A client needed a prototype server that was low cost, had potential to scale, and whose management could easily be transferred. We needed a single linux-based server that we could turn on and off for security and to control cost. Amazon’s EC2 service fit the bill well, so we set up an account and I got started on implementation.
A few of us at Avalon Consulting, LLC had already used EC2 for a couple other clients. It seemed easy enough and I was eager to get my hands dirty and see how this service really worked. I thought this would be a simple procedure, but like any project we hit bumps in the road that made it more of a challenge than expected.
The first thing I did was create the instance, being sure to select the proper options so that billing was credited properly. This is when I hit the first issue: all data was destroyed if the instance was stopped. After much research I found that I had to create an instance from an Elastic Block Store (EBS) Image. Once I created the instance I needed to attach a separate EBS volume and figure out how to mount (attach) it to the instance.
Having resolved those issues, I hit my second issue: the DNS name assigned to the instance changed every time it was stopped and started. Since we were using this internally, we were hoping to avoid having to give it a proper domain name and just use the name EC2 assigned it. The solution to this was to get an Elastic IP address. Once EC2 assigned us an IP address, we found a domain and changed its appropriate entries to point to our new site.

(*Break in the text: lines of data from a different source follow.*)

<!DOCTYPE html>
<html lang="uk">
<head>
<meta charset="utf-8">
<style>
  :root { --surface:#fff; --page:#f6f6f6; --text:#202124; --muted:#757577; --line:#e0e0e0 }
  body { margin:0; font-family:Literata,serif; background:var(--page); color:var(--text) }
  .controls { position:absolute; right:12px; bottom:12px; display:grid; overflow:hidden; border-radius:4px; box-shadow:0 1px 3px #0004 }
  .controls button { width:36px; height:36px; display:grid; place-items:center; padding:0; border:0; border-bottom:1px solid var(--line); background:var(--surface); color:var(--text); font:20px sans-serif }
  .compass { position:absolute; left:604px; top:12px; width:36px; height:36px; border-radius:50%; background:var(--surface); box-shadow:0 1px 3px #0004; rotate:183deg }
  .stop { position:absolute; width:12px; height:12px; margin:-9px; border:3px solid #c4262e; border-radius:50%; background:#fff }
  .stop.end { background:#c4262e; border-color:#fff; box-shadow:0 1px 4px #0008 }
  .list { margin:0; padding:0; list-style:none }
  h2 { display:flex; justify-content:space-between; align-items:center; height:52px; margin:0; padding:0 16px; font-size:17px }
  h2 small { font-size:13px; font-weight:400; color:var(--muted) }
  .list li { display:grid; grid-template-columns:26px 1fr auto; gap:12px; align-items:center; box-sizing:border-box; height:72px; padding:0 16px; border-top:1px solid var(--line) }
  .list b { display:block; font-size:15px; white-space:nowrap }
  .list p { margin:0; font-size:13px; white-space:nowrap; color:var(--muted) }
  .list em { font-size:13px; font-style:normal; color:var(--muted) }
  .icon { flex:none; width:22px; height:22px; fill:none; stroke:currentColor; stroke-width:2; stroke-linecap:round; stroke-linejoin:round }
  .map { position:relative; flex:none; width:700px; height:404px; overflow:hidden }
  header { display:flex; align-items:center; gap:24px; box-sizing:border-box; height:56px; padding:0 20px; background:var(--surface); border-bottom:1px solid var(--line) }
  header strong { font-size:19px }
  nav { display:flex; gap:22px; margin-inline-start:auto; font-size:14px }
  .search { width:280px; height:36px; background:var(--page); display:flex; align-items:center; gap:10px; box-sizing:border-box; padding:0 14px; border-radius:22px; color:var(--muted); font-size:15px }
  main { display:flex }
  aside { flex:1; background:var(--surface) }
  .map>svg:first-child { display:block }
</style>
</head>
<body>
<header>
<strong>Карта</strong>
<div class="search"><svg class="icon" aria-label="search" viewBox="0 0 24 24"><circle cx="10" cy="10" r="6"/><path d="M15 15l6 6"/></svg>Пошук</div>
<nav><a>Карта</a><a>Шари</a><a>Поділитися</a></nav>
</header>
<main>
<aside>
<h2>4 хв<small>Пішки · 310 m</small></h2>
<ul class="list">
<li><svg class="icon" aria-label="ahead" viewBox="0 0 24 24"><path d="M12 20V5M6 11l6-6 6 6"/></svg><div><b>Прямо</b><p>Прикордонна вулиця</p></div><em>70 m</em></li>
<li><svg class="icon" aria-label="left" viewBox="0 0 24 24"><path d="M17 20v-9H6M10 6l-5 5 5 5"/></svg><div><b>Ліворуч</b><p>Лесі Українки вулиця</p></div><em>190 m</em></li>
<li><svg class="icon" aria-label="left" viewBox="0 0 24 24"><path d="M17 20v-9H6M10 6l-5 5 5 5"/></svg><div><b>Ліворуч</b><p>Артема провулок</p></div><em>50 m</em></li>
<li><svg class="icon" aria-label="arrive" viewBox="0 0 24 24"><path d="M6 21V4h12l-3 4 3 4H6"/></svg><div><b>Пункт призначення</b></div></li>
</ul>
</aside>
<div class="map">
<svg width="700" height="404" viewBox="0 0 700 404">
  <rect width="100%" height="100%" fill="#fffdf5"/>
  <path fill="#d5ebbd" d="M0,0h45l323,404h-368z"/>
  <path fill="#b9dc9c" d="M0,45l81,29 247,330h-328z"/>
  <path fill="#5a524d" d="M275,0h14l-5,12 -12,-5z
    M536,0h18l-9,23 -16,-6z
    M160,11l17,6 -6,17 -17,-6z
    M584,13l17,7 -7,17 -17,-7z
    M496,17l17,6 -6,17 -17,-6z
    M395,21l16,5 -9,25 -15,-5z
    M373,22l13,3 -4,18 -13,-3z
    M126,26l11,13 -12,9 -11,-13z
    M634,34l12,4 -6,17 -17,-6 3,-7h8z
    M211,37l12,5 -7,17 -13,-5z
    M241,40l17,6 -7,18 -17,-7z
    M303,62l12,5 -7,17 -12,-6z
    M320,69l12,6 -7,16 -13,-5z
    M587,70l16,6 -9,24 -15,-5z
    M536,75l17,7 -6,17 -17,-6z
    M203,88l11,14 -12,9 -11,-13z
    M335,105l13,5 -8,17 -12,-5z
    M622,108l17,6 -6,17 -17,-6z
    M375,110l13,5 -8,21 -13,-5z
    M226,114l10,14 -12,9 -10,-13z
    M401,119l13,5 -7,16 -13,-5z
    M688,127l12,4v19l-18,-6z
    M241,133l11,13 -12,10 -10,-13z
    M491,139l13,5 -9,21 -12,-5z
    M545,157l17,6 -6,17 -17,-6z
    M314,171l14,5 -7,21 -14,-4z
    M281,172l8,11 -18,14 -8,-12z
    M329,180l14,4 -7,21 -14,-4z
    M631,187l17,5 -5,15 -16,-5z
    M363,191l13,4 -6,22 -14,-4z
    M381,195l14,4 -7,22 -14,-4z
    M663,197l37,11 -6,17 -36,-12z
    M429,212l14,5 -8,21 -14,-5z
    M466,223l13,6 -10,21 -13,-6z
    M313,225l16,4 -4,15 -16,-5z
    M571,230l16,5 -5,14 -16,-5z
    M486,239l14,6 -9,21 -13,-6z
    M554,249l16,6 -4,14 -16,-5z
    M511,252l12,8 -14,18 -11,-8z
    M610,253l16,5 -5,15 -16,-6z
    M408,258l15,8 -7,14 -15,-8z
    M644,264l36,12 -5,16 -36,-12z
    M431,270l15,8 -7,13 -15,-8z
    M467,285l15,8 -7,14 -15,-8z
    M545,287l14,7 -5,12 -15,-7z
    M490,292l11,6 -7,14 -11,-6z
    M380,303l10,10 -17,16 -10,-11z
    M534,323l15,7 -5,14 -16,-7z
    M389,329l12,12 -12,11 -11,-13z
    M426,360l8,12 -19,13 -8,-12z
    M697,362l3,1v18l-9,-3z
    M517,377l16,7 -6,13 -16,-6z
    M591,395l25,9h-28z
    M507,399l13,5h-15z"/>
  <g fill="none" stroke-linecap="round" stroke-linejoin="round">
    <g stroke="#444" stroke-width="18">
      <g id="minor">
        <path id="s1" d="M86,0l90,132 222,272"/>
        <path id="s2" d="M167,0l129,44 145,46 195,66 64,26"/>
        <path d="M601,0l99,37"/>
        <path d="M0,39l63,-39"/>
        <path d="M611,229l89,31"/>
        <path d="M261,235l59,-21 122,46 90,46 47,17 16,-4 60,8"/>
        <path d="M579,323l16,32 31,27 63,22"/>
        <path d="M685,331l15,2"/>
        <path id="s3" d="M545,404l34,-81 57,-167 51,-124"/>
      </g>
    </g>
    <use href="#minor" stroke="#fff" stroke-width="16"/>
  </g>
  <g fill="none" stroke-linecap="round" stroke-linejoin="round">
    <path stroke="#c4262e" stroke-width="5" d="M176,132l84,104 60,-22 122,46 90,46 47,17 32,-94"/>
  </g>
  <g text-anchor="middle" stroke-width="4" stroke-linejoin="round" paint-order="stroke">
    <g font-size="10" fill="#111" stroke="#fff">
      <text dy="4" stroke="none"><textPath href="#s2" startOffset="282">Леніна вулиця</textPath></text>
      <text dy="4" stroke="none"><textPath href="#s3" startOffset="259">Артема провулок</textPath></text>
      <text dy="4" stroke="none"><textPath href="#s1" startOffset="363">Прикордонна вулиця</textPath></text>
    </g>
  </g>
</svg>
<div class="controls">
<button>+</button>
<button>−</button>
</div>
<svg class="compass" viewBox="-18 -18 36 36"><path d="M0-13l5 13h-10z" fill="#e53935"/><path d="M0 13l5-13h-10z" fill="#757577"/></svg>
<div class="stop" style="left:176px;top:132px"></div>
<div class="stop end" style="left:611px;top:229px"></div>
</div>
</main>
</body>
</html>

This doesn’t sound like too much of an effort, but two things made it difficult. First, documentation is not easy to find or follow. There was many references available, but bringing everything together for what I thought was a basic implementation required understanding a lot of the system as a whole. For example, they provide a Getting Started Guide, Developer Guide and User Guide among others. Although there is a good amount of information, some chapters in one guide I would have expected to be in another, so every time I go back a refer to them I have to fish through each one to find what I’m looking for. Buried in one of them is a link to the PDF that I needed to create an instance based on an EBS volume.
The second difficulty was cost. The model EC2 and most cloud-type services offer are based on what services used and at what quantity. Estimating a monthly cost is not very straight-forward. Some of the costs to consider:
- The instance(s) themselves
- Bandwidth used
- An EBS volume
- I/O access to an EBS volume
- Number of API calls to the account
- Static IP address
Some of these items are not a simple cost model. For example, there is no cost to assign an IP address, but if it is unused, such as when an instance is not running, there is a small cost per hour. The cost of an instance depends on the number and type of CPUs and RAM available for the instance. Hourly costs can be reduced by purchasing a “reserved instance.”
So what did I learn from this experience? I learned the basics for establishing an EC2 presence. I also learned that an administrator’s job is not going away any time soon. One of my coworkers had no experience with cloud services and asked how one would troubleshoot application issues. His assumption was since this was in the cloud, a lot of administration had been relinquished to technology. Setting up an EC2 system and reading the documentation assumes a certain level of proficiency with network and system administration.
Overall this was a good experience. The learning curve was a little slow, mostly due to documentation. Estimating costs is not an exact science. But EC2 and other cloud services have a lot to offer, and can offload hardware and data center woes while allowing the customer full control over their systems.